Once you have DNA pieces, you need to see them and check their sizes. Gel electrophoresis does this. You load DNA into wells at one end of a slab of jelly-like gel and apply an electric field. DNA is negatively charged, so it migrates toward the positive electrode — but it has to wriggle through the gel's mesh.

Smaller fragments slip through the mesh easily and travel far; larger fragments drag and stay near the wells. After a while the mixture spreads into separate bands, sorted by size. Comparing your bands to a 'ladder' of known sizes tells you how big each piece is — a quick check that PCR or a restriction cut gave you the fragment you expected.

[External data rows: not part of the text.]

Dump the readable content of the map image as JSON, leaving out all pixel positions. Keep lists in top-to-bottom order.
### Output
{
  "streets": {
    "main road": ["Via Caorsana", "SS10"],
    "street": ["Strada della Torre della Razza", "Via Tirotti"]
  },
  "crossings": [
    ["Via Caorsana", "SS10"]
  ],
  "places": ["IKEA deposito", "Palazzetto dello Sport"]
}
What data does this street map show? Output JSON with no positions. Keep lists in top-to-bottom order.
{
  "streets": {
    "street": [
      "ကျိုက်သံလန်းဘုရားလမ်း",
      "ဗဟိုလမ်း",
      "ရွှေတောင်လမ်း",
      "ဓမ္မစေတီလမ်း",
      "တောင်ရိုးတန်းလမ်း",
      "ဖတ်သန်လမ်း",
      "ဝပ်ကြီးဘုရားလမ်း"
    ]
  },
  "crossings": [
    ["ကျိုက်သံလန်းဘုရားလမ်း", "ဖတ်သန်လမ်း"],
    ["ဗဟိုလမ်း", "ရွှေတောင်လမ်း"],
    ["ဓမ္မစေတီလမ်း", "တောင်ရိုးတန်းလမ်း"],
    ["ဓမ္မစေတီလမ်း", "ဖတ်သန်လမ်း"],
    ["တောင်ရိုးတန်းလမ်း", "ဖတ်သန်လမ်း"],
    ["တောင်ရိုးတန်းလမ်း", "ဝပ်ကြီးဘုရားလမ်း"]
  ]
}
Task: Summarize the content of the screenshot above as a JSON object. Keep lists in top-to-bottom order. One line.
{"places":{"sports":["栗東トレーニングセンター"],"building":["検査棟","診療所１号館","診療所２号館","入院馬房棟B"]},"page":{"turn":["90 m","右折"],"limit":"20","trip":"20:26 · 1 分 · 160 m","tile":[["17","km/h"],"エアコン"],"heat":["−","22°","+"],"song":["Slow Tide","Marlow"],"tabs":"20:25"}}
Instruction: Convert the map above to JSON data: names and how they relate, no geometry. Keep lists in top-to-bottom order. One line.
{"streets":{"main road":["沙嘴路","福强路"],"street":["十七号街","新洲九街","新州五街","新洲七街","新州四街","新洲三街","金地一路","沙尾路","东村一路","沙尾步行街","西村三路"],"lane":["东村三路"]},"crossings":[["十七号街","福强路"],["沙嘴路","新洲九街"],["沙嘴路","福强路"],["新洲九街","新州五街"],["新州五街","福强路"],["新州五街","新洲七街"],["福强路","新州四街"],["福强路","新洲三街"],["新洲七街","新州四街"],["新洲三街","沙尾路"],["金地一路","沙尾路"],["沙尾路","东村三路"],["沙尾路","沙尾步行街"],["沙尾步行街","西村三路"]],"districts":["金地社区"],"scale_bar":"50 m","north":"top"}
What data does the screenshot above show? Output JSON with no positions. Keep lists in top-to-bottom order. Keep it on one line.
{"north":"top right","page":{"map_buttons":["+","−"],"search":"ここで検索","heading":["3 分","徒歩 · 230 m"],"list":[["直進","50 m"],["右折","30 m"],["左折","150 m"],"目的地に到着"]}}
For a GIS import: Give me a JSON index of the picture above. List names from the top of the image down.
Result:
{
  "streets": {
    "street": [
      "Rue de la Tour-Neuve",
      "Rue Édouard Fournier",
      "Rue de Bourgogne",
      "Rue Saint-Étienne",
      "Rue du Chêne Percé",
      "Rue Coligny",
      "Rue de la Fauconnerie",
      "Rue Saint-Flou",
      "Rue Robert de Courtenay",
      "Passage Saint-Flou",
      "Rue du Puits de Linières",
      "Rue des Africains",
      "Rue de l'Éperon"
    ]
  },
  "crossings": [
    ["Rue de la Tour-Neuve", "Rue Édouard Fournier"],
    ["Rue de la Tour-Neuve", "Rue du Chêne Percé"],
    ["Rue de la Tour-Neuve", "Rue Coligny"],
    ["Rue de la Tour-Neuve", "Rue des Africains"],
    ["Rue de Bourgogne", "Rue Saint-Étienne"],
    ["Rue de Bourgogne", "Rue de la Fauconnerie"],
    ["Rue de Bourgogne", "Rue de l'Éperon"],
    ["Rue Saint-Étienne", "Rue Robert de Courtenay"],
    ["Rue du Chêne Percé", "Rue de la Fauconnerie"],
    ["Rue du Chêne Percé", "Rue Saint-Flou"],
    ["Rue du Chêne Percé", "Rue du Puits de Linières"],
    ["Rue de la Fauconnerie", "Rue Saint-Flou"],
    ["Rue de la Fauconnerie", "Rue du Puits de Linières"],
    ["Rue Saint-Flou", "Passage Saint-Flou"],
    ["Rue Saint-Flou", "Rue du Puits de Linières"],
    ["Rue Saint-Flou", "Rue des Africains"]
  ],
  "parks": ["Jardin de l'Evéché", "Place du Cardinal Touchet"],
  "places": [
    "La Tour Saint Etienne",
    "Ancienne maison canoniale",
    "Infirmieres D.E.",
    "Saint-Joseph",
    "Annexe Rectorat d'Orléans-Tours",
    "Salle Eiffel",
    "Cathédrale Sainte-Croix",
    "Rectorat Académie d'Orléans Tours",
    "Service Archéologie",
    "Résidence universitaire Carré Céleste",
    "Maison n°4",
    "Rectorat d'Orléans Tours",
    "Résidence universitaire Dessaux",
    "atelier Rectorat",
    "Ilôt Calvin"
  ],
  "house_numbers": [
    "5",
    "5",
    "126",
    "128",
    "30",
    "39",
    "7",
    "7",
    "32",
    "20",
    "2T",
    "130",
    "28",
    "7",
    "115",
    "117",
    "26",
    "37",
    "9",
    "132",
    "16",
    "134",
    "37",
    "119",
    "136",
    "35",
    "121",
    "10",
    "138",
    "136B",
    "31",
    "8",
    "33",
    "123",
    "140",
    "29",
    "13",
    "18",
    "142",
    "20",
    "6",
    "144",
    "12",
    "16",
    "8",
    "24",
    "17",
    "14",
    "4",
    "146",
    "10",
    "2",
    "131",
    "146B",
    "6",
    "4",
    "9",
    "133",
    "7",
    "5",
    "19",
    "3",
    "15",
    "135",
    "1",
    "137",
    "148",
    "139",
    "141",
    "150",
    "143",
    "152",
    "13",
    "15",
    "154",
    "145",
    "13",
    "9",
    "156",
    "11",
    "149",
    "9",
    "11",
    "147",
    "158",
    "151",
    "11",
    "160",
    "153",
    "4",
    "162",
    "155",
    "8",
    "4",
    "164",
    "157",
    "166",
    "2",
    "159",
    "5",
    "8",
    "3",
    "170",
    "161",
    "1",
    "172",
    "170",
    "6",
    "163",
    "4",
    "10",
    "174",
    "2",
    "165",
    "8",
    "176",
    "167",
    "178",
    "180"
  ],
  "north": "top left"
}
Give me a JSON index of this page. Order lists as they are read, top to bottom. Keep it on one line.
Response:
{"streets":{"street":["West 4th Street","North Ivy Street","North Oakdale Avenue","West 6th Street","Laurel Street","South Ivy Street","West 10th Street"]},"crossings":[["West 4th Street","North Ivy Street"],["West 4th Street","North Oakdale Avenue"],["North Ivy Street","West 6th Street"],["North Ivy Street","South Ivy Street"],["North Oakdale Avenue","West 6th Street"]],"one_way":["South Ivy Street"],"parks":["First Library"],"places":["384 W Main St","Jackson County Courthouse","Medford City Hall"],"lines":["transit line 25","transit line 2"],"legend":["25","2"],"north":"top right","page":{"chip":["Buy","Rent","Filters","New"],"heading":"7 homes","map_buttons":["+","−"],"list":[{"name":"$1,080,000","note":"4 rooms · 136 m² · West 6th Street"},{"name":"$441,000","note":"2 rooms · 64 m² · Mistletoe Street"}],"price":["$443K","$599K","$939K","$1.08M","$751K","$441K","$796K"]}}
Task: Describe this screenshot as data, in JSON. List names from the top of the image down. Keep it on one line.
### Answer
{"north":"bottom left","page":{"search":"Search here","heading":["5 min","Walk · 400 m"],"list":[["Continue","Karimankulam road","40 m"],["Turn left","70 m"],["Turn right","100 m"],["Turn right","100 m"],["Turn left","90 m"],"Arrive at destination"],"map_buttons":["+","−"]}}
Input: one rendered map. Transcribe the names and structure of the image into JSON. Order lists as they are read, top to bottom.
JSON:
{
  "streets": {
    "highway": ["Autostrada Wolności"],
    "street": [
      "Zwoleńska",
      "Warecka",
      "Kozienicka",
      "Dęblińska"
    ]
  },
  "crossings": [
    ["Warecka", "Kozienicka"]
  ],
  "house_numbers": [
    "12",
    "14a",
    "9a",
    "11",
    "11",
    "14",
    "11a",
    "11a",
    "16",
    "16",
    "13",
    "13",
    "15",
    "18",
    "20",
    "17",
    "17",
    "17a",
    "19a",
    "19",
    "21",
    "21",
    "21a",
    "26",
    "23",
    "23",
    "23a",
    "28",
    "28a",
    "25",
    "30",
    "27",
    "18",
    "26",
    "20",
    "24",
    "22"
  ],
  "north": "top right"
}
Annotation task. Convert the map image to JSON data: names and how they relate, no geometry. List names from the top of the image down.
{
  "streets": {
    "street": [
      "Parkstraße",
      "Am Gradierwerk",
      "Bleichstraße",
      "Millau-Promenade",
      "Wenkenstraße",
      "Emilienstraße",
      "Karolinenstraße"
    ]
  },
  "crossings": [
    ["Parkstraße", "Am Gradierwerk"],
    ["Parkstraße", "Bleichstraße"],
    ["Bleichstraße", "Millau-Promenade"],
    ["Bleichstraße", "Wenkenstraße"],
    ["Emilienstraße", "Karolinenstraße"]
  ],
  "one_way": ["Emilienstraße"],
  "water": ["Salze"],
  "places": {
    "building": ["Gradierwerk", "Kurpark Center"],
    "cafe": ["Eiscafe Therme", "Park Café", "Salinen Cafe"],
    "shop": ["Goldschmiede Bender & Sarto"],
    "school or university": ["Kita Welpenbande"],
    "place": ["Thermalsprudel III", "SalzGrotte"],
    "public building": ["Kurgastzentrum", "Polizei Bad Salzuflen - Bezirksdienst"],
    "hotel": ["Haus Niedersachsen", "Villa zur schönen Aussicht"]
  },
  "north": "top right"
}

Gel after the run (DNA moves DOWN, toward + electrode):

   wells:  [Ladder] [Sample]      <- start, near - electrode
           =====    =====
   large   --3000--                slow, stays high
           --2000-- ----2000----   sample band lines up at 2000
   small   --1000--                fast, travels far
                    ---- (none) ----
           v v v v  v v v v
                                    <- finish, near + electrode

Reading: the sample's single band sits level with the 1000-bp
rung of the ladder, so the PCR product is about 1000 base pairs.
Smaller DNA runs farther; lining a band up with the ladder reads off its size in base pairs.